Julius,
En fait, plus précisément, j'ai l'impression que plus j'évolue dans le temps, plus je retire mes peaux d'oignon comme si c'était des mues.
Je vais donner quelques exemples pour illustrer. Beaucoup de gens portent des vêtements pour qu'on reconnaisse facilement le courant auxquel ils s'identifient. Que serait un rappeur sans casquette et sans jogging de marque ?

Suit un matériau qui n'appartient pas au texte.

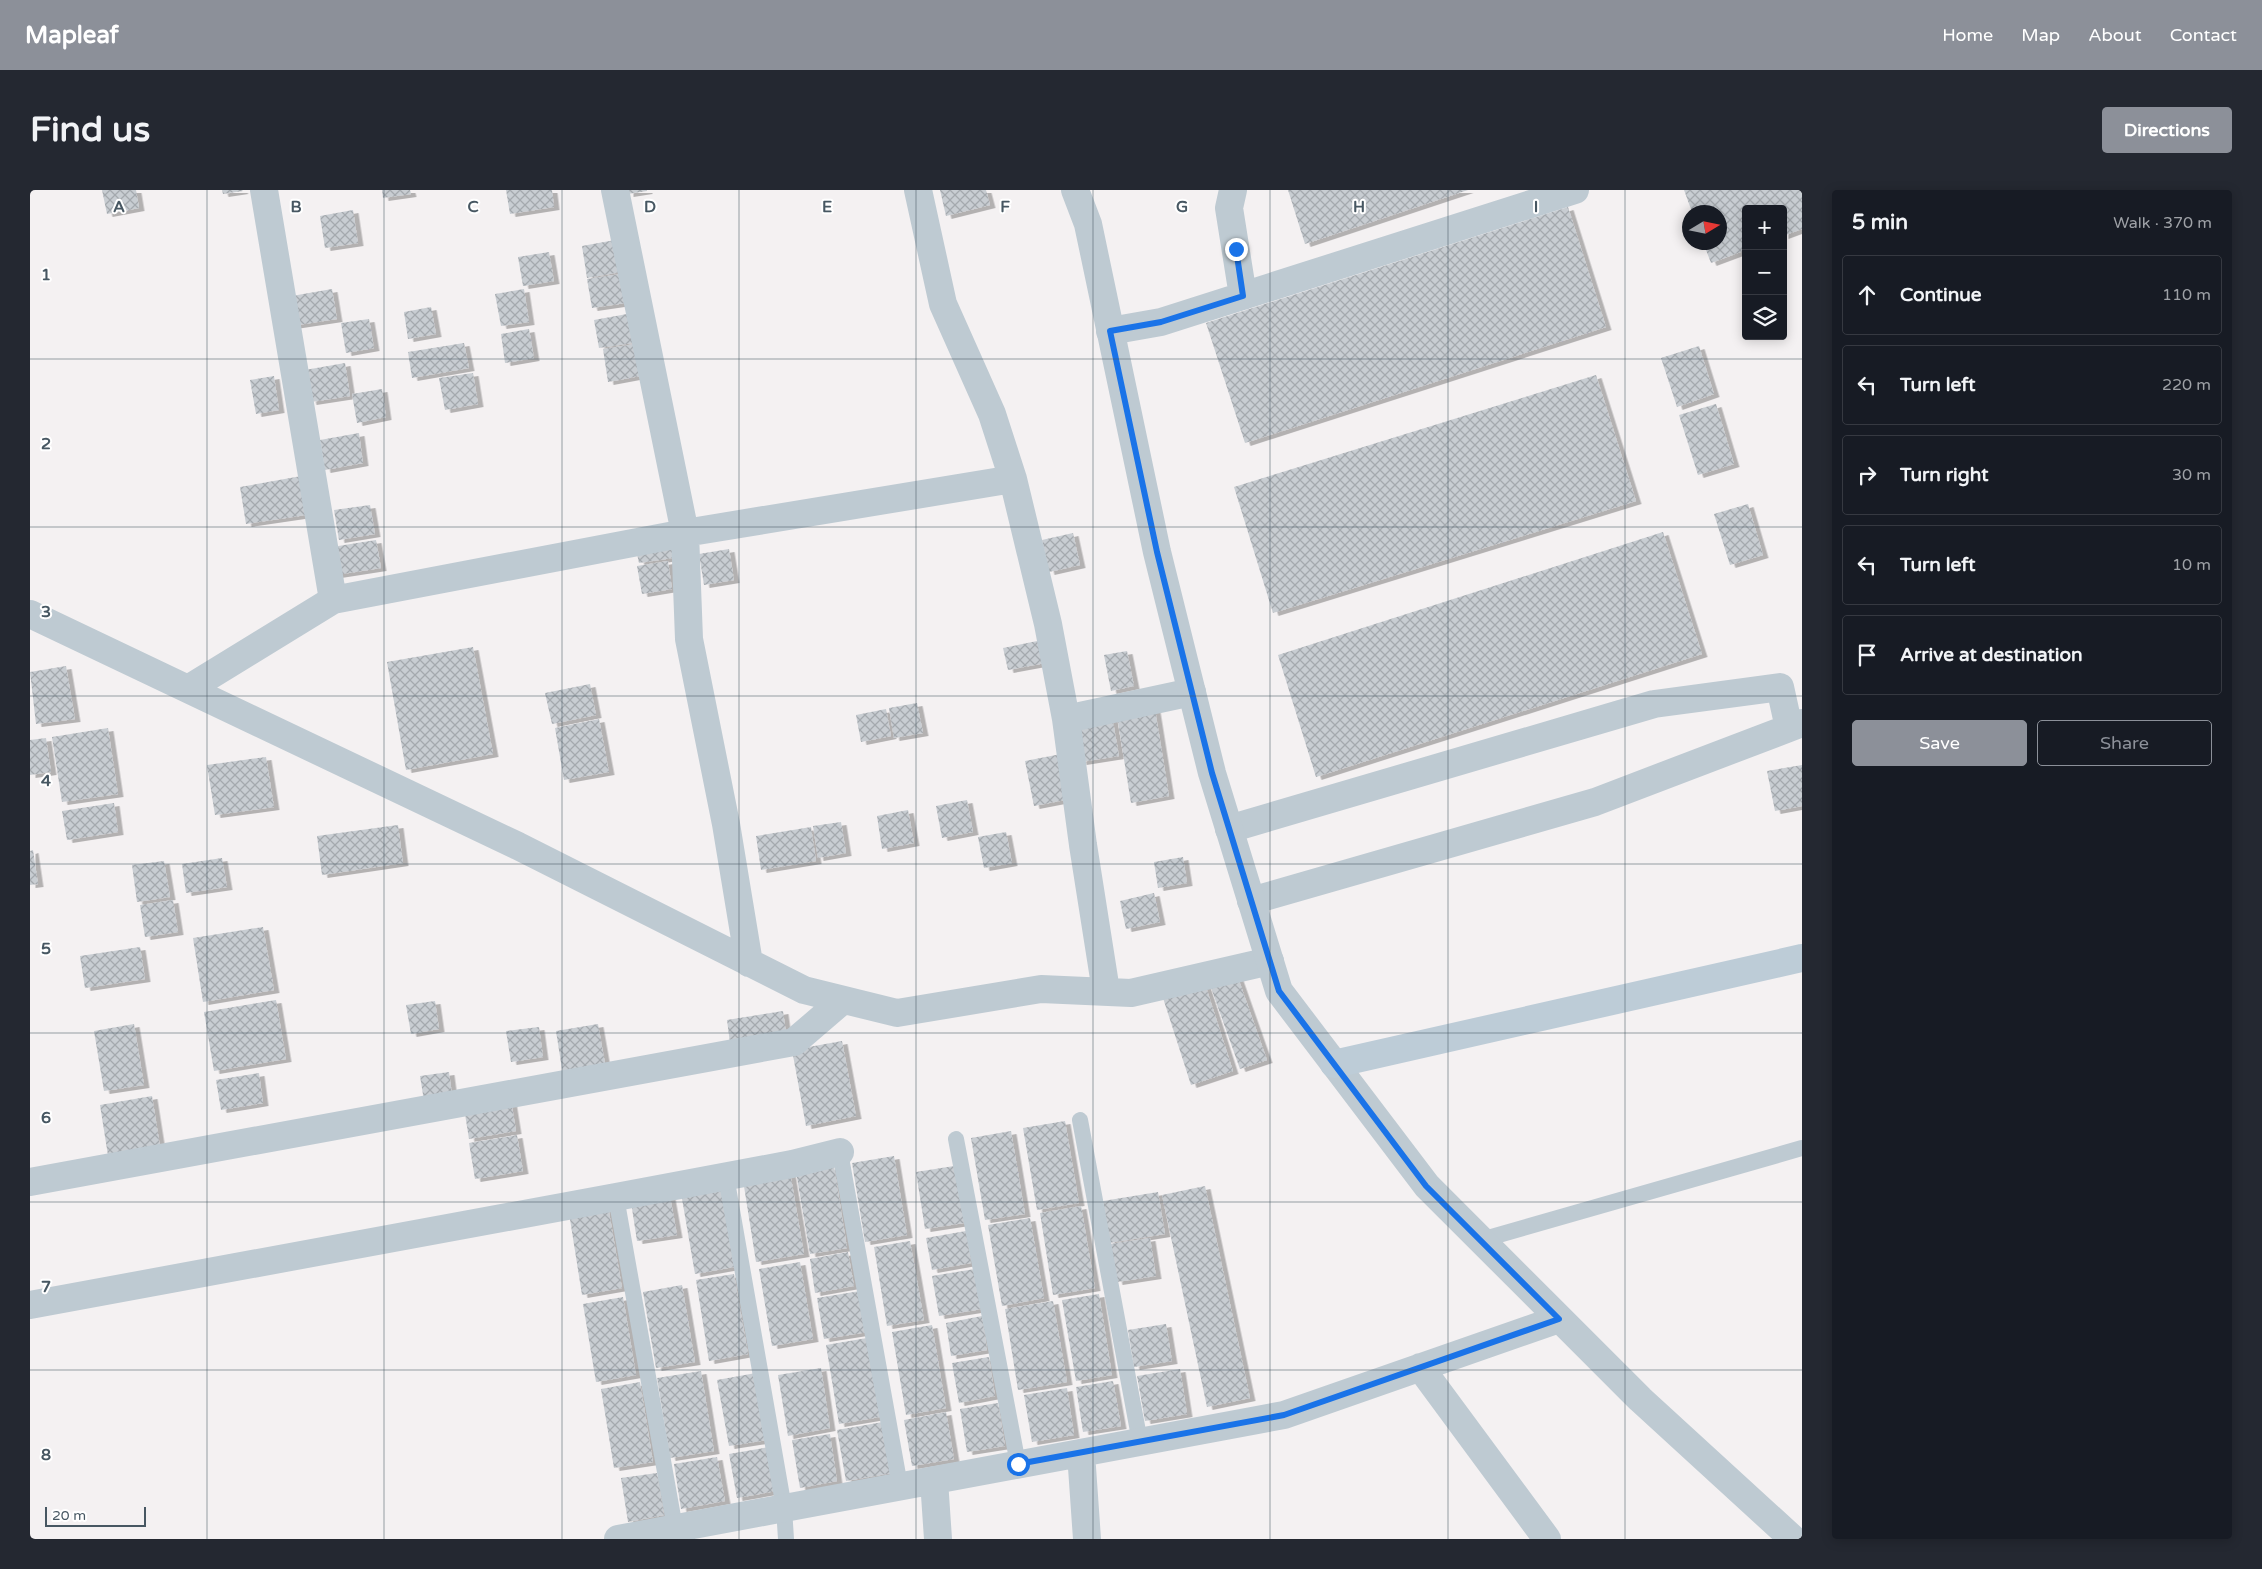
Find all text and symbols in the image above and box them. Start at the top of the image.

Bon, ça correspond à une vision de soi-même à un instant donné, quand on cherche à se construire par le regard des autres. Puis quand même, on devient plus sûr de soi, on grandit et on se dit que ces vêtements ne font pas partie de ce que nous sommes profondément. On laisse tomber les signes extérieurs du paraître. Il reste alors tout un tas de dispositions psychologiques, d'attitudes mentales, qui nous viennent encore essentiellement de notre vie en société, du regard des autres. En se posant la question du "pourquoi je réagis comme ça à tel événement ?", on se dit que nos réactions sont des choses que d'autres nous ont apprises (il faut, il faut pas, c'est bien, c'est mal), ou que l'on a copiées de personnes que l'on admire mais que ça ne vient pas profondément de nous-même. Quand on s'en rend compte, on peut alors laisser tomber ces réactions programmées, induites en nous, pour passer à autre chose.
Une grande partie de ce que nous croyons être vient de la construction de notre personnalité dans un environnement social. C'est une sorte d'interface avec les autres, mais à y regarder de plus près, c'est plus outil de communication qu'autre chose, ce n'est pas notre "soi".
L'étape suivante, c'est l'identification de nos mécanismes de gestion de nos peurs. Nos peurs nous viennent encore beaucoup de l'extérieur, même si la mère de toutes les peurs est celle de la mort. Ces peurs nous créent elles aussi des mécanismes psychologiques de défense importants, et surtout l'égo. Vaincre ses peurs permet d'éliminer beaucoup d'égo puisque l'on accepte d'être mort, d'être rien. Une fois que l'on arrive à vaincre ses peurs, les mécanismes de défense qui cloisonnent notre "soi" disparaissent.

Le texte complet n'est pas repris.